I've got a ManyToManyField in a user object and it's used to map the users that user is following. I'm trying to show a subset list of who they have most recently followed. Is there a trick in .order_by() that will allow me to sort by the id of the ManyToManyField? The data is there, right?
# (people the user is following)
following = models.ManyToManyField(User, related_name="following", blank=True)
theuser.following.filter(user__is_active=True).order_by("user__id")
That will give me a list of the users the user is following but ordered by when they joined. I want the order of the following list to be in order of when the user followed them.

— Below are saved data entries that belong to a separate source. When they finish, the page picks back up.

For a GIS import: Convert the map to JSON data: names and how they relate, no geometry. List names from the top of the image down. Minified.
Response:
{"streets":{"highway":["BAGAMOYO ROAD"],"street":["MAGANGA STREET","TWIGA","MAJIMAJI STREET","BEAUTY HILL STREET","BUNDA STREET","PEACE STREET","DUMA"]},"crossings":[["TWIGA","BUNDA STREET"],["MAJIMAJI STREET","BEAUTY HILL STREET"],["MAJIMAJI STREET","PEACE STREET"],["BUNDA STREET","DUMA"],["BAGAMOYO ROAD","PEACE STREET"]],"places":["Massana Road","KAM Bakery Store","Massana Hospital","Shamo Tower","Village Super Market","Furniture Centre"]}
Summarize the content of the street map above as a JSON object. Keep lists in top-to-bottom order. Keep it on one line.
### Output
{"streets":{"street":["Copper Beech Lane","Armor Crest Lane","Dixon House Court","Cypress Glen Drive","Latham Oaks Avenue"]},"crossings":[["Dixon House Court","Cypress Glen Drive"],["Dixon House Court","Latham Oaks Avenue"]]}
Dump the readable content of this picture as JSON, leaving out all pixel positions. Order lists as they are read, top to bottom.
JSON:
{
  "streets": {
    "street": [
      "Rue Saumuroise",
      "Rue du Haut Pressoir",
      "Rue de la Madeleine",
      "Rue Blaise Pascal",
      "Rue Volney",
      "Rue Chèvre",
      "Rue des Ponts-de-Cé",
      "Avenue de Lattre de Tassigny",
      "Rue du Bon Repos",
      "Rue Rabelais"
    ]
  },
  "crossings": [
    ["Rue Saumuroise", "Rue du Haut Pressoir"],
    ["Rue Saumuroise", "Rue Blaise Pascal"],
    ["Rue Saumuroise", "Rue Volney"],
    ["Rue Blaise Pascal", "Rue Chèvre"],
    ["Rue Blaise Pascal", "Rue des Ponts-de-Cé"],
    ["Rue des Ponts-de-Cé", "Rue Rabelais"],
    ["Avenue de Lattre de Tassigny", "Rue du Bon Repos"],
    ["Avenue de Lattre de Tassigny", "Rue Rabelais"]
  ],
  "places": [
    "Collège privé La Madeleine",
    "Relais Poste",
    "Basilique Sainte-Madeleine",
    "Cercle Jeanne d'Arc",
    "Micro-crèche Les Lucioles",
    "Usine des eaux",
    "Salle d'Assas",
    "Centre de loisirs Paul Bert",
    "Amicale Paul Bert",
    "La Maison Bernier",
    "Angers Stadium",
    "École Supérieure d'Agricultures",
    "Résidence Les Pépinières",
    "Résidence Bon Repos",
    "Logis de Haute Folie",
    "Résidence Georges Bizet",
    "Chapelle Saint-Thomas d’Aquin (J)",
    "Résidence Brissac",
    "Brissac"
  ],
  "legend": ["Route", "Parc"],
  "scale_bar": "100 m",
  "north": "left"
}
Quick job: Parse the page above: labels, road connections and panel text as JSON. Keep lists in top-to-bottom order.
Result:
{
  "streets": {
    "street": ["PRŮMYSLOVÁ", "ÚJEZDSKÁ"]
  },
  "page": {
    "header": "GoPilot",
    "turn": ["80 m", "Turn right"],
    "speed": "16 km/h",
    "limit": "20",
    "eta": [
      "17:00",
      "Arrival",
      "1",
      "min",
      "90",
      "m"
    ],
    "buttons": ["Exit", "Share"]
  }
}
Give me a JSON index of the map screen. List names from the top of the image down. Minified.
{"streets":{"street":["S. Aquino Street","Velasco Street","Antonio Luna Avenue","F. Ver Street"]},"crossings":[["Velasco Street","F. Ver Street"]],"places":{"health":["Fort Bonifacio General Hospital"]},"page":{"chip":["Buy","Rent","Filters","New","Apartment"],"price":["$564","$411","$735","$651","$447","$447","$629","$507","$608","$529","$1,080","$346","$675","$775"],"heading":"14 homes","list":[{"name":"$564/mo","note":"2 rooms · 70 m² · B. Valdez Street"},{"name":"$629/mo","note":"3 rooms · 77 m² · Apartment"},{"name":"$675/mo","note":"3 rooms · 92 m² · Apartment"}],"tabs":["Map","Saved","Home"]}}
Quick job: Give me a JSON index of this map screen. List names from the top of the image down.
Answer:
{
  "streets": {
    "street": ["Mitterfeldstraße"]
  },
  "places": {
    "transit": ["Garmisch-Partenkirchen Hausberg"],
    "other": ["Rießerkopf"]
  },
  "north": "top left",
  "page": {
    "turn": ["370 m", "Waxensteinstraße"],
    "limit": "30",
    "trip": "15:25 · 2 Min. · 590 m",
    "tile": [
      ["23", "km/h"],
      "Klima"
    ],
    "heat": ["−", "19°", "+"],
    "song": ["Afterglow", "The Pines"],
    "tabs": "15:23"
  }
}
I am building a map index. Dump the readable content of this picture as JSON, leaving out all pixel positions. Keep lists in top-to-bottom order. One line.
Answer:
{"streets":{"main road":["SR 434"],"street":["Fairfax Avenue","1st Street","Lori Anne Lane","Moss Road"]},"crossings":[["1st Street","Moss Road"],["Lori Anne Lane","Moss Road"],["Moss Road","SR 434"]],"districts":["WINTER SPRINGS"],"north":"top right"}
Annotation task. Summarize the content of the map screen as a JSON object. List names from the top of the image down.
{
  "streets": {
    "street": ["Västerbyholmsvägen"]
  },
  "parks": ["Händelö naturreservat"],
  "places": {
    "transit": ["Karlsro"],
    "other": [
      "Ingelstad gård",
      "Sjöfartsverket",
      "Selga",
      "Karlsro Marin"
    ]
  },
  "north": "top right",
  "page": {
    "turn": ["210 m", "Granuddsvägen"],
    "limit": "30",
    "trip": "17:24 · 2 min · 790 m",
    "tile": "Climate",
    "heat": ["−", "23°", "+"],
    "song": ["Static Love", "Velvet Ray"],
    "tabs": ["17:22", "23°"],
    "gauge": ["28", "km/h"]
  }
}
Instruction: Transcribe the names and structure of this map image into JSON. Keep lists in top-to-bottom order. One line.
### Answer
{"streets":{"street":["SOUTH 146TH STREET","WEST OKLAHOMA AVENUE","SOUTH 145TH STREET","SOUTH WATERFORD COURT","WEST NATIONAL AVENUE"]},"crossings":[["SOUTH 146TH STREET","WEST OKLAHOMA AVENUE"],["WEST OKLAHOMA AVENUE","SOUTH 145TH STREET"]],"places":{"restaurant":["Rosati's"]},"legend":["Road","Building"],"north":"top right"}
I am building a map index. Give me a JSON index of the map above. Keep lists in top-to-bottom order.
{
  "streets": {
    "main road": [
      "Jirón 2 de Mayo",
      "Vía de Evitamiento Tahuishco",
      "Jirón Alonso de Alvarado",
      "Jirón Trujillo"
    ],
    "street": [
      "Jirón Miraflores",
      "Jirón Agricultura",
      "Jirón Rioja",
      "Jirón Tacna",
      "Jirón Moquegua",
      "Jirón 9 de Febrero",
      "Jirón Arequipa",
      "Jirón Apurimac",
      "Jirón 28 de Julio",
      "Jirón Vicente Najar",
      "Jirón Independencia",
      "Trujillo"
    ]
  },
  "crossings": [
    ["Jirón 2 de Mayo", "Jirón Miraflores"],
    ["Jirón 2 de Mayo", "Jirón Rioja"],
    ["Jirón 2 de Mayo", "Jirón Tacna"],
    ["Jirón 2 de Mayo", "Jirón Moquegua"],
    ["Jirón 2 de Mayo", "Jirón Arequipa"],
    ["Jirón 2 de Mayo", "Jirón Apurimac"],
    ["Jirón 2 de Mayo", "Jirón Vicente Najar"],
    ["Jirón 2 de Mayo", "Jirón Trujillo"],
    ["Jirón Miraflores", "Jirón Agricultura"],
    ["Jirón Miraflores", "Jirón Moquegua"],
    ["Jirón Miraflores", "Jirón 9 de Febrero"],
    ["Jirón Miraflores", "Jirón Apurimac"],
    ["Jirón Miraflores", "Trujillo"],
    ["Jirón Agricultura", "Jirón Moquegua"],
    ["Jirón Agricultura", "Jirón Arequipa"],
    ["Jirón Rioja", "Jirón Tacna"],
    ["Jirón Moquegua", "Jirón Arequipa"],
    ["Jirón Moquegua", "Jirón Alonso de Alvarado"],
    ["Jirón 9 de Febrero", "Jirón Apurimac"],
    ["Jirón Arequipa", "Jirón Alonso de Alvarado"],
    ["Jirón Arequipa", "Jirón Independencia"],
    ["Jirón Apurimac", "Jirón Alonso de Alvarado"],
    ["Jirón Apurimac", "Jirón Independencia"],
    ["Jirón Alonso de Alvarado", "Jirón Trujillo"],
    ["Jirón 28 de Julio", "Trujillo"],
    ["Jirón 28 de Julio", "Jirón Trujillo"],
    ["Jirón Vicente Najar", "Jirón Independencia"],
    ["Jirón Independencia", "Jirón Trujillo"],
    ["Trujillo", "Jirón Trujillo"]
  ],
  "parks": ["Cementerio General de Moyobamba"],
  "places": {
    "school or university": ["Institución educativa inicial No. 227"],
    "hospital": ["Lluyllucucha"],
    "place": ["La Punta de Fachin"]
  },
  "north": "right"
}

I just found a way to do this without having to create a class for the relationship. It relies on the extra
feature that lets you add additional columns to output. In your example it would look like:
theuser.following.filter(user__is_active=True)\
.extra(select={'creation_seq': 'appname_user_user_following.id'})\
.order_by("creation_seq")
Notice that appname_user_user_following
is the name of the relationship table Django creates under the covers. It's deterministic and something you can get and set via meta-mechanisms, but it's pretty much safe to hardcode.
Here's an example of the SQL that's being created under the covers with fake table and columns names:
SELECT (appname_user_user_following.id) AS `creation_seq`, `appname_user`.`id`
FROM `appname_user` INNER JOIN `appname_user_user_following` ON
(`appname_user`.`id` = `appname_user_user_following`.`user_id`) WHERE
`appname_user_user_following`.`user_followed_id` = 1 ORDER BY `creation_seq` ASC';
In fact (at least in Django 1.10), you don't need to use the extra
feature but instead can just order by the field directly. Just use the automatically created through table name followed by ".id" as an argument to order_by
. E.g.
pizza.toppings.all().order_by('appname_pizza_toppings.id')
article.tags.all().order_by('appname_article_tags.id')
For this particular question:
theuser.following.filter(user__is_active=True)\
.order_by("appname_user_user_following.id")
Many other solutions suggest creating a custom through table and adding a field but if you just want to sort by the id of the automatically generated through table then this is not necessary.
Tested with Django 1.11.10
.
You don't have to hardcode the relationship table name (How to read the database table name of a Model instance?).
So an update on @Ry4an Brase's answer can look like
recently_followed = '-{}.id'.format(theuser.following.through._meta.db_table)
theuser.following.filter(user__is_active=True).order_by(recently_followed)
I am not sure whether you can achieve this with a regular ManytoManyField
. You could try defining the intermediate model explicitly.
nb: Untested code!
class Person(models.Model)
name = models.CharField(max_length=30)
class FollowerRelationship(models.Model)
follower = models.ForeignKey(Person, related_name = following_set)
following = models.ForeignKey(Person, related_name = follower_set)
You can then create following relationships in the shell as follows.
# Create Person objects
>>> a = Person(name="Alice")
>>> a.save()
>>> b = Person(name="Bob")
>>> b.save()
>>> c = Person(name="Chris")
>>> c.save()
# Let Alice follow Chris and Bob
>>> FollowerRelationship.objects.create(follower=a, following=c)
>>> FollowerRelationship.objects.create(follower=a, following=b)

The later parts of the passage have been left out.